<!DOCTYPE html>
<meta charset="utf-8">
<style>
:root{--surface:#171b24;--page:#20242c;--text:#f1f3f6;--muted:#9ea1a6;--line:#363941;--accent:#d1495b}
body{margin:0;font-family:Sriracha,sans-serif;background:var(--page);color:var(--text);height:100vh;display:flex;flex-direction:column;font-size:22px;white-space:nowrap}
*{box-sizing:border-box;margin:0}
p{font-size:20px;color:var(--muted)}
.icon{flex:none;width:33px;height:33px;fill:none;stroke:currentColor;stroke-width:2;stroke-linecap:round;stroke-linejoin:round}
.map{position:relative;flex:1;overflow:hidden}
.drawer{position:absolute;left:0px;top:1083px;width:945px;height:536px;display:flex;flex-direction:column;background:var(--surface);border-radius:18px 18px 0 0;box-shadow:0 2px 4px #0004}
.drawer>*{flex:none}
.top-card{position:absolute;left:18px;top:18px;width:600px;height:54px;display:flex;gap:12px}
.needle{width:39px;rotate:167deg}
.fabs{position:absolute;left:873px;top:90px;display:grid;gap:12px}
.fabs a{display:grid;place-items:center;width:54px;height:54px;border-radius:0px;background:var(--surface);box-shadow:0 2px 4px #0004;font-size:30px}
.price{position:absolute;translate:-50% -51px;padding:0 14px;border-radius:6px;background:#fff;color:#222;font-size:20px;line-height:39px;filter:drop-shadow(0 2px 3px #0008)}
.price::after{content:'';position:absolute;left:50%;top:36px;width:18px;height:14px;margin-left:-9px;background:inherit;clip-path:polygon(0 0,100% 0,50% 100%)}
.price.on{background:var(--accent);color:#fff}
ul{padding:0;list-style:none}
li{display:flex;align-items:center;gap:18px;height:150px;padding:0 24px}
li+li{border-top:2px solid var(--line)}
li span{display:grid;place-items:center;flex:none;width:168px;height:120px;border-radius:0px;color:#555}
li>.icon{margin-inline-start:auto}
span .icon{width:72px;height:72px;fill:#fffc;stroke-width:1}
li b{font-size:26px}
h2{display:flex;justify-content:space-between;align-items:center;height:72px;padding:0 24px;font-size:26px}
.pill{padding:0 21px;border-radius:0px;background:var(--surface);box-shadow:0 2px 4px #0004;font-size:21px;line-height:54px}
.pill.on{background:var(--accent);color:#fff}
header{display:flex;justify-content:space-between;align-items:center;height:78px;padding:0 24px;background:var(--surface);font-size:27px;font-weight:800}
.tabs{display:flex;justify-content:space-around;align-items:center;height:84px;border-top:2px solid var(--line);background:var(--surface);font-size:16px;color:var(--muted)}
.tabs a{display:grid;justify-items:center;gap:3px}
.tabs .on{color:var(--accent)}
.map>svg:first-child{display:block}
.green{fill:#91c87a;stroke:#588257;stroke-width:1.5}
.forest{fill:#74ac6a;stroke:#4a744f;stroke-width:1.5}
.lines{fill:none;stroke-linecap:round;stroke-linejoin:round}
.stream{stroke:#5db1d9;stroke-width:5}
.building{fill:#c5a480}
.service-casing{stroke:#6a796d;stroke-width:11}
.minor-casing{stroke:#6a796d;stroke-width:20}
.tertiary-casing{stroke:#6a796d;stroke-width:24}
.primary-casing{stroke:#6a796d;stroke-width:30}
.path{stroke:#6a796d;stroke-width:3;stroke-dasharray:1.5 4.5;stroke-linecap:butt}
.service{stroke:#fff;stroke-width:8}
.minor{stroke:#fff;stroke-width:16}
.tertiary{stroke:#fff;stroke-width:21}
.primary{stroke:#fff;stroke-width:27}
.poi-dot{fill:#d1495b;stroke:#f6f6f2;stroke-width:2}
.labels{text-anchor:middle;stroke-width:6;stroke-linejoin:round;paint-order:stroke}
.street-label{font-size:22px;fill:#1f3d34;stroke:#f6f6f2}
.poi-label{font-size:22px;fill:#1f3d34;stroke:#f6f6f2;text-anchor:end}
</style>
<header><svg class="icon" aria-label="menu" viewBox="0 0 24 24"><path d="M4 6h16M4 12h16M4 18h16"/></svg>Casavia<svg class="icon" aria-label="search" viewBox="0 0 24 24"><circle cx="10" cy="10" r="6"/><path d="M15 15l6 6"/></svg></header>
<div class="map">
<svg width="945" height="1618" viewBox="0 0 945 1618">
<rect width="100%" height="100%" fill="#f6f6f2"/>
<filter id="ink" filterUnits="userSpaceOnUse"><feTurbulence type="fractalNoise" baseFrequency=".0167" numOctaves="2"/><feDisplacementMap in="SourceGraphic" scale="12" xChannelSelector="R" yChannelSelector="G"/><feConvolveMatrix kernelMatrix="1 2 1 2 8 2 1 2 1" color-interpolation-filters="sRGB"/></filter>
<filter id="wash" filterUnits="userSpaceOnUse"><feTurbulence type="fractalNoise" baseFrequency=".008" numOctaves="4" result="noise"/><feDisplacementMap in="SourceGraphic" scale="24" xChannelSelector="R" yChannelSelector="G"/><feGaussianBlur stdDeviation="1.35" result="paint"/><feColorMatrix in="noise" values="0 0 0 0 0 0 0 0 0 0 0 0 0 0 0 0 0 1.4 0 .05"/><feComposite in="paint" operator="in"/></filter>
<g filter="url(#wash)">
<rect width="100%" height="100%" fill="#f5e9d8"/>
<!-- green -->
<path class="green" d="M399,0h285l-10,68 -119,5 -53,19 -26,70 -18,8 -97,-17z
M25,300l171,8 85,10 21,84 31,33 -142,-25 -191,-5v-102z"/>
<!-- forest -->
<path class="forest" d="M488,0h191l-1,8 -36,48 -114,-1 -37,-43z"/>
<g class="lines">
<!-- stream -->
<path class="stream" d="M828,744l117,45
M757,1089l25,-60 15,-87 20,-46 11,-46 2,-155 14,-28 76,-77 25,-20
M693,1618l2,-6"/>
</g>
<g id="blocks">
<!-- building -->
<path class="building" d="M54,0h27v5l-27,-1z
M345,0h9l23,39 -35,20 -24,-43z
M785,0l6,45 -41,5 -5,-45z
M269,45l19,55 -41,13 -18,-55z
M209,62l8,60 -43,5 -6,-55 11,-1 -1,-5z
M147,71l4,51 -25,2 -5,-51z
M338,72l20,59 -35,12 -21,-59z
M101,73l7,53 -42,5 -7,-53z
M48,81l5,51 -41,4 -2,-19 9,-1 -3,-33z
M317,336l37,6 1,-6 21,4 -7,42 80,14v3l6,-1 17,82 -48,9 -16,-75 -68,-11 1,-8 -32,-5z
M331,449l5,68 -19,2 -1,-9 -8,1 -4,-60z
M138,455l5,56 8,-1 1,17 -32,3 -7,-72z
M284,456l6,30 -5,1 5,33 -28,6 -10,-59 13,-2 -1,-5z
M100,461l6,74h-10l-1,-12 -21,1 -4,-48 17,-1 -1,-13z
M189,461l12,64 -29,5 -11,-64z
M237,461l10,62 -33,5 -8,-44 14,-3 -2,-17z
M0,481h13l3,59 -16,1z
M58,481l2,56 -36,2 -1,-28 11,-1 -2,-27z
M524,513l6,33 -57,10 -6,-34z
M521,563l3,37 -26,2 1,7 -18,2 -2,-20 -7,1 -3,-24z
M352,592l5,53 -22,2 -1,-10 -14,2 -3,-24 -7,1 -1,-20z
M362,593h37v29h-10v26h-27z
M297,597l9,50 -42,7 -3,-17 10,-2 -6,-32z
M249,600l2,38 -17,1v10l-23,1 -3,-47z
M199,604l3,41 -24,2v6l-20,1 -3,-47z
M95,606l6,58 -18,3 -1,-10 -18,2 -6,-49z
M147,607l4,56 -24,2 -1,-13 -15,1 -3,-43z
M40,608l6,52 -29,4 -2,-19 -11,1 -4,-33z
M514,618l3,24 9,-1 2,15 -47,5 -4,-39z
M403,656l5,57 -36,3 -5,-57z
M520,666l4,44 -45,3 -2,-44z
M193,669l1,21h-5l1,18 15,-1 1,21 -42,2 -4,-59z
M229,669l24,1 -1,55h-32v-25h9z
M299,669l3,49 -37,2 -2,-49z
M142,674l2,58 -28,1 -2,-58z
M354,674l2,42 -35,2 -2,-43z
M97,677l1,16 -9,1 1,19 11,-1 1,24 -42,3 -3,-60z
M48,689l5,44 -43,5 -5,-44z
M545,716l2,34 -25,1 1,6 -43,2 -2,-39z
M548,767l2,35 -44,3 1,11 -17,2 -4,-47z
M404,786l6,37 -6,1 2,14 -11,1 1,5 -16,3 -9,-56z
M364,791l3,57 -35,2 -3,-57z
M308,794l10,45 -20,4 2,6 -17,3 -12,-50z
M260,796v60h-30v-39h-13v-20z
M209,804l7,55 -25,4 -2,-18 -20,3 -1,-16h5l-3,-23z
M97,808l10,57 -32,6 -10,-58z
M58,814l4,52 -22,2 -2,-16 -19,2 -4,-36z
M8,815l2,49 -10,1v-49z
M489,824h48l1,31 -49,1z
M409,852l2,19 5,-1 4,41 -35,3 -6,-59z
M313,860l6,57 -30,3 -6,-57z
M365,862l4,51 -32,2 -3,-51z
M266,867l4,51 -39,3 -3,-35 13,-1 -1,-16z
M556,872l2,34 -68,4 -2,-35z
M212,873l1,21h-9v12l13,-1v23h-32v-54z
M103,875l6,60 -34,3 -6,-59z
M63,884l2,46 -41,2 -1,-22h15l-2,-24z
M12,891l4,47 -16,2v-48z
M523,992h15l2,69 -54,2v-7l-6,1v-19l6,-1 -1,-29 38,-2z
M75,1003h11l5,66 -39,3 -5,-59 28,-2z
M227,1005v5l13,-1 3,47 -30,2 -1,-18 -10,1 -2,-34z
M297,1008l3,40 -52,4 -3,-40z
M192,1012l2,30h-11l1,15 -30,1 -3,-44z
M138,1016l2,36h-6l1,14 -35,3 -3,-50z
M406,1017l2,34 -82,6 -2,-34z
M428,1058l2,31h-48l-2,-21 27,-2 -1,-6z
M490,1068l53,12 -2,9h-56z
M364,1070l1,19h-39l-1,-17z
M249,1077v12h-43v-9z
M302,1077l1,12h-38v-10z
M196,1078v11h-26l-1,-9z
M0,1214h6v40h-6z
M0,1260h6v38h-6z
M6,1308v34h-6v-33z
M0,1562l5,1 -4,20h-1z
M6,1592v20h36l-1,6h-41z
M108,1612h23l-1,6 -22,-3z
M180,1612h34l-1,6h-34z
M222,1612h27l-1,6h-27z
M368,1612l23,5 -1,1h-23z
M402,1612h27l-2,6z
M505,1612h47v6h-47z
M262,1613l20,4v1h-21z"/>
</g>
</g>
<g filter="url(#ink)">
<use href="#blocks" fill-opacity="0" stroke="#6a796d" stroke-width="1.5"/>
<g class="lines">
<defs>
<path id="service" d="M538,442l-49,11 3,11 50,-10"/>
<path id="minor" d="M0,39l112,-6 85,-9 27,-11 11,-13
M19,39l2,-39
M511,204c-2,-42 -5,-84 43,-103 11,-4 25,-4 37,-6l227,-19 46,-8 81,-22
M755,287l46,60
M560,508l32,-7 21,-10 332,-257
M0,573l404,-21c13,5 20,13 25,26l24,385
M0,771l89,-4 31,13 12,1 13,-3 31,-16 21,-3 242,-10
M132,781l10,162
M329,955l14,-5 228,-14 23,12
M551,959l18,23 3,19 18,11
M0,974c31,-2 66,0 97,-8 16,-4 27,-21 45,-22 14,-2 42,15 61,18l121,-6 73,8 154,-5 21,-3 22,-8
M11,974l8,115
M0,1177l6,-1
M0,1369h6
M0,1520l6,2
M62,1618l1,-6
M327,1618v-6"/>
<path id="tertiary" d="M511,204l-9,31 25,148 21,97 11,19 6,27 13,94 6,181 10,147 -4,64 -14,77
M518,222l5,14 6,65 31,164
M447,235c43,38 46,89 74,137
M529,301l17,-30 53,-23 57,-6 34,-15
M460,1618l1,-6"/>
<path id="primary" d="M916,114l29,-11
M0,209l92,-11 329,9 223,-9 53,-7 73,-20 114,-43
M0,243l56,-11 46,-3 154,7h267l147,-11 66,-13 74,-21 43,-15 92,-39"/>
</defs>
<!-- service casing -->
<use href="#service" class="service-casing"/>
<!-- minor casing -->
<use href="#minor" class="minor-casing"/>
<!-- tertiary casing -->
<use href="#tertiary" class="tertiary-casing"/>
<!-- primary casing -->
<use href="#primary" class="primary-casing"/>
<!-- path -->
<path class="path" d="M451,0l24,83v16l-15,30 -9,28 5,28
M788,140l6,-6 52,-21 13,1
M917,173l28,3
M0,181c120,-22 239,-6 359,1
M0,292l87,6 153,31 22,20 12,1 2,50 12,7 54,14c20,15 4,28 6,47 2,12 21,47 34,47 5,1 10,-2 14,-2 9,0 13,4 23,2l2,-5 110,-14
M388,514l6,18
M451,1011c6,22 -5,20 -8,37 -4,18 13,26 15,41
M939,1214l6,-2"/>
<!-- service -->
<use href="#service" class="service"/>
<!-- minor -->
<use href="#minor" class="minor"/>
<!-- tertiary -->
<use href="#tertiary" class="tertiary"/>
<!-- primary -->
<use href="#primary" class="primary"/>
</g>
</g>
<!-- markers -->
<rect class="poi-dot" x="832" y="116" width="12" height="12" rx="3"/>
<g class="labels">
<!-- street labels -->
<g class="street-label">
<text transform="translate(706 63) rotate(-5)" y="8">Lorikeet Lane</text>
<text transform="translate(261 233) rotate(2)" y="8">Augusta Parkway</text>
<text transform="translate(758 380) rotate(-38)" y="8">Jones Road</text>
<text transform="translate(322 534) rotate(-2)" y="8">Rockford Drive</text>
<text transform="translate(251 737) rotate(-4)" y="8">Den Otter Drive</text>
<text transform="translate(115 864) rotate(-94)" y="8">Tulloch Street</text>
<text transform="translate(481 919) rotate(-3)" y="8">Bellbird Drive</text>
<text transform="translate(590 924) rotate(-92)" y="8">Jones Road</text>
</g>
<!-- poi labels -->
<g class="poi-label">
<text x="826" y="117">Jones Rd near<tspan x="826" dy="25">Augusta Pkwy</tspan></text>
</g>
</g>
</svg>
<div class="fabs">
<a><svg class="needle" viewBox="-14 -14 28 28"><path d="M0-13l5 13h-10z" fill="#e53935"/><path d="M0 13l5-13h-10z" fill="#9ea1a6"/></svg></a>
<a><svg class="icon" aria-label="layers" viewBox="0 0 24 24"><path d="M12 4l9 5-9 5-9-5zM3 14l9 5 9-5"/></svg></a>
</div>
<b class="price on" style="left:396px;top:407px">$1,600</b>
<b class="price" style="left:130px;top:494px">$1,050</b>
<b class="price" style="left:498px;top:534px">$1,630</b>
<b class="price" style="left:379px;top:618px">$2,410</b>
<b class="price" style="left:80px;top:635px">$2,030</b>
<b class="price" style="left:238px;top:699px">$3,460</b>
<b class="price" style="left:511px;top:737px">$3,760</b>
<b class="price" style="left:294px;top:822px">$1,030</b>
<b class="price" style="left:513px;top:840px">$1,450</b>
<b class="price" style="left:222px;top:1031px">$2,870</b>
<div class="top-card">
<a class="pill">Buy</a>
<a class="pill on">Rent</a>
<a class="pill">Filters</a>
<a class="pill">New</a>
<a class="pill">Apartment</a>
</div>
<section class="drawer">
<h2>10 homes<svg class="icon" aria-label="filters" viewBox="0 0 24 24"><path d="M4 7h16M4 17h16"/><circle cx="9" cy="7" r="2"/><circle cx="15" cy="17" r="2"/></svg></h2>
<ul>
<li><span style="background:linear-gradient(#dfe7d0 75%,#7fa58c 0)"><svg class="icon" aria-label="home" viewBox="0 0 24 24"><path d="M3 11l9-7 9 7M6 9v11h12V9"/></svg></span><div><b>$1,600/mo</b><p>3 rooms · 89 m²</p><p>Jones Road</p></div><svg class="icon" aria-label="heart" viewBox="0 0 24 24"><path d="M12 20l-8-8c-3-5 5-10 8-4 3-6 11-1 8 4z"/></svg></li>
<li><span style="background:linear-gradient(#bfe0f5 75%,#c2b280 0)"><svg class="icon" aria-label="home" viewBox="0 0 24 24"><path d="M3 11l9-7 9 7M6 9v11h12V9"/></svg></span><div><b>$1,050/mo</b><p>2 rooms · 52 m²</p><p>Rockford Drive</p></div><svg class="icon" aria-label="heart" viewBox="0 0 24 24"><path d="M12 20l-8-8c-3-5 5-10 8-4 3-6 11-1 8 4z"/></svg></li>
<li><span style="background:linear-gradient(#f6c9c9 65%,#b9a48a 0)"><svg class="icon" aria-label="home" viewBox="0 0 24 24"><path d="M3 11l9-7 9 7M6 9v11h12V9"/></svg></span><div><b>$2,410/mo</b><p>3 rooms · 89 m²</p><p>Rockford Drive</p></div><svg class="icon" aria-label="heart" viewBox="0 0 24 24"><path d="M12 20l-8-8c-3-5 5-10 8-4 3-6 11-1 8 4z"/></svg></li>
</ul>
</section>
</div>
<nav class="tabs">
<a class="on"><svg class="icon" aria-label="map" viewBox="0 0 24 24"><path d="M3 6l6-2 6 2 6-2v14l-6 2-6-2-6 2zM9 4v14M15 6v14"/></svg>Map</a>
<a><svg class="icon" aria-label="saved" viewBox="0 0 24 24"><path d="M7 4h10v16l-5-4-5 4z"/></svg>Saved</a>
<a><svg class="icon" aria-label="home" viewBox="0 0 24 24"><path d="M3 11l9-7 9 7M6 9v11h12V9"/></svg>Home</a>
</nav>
********************
▶ Task goal: Find the lines of the listing above that hold "linecap". Please copy them.

▶ Solution below:
.icon{flex:none;width:33px;height:33px;fill:none;stroke:currentColor;stroke-width:2;stroke-linecap:round;stroke-linejoin:round}
.lines{fill:none;stroke-linecap:round;stroke-linejoin:round}
.path{stroke:#6a796d;stroke-width:3;stroke-dasharray:1.5 4.5;stroke-linecap:butt}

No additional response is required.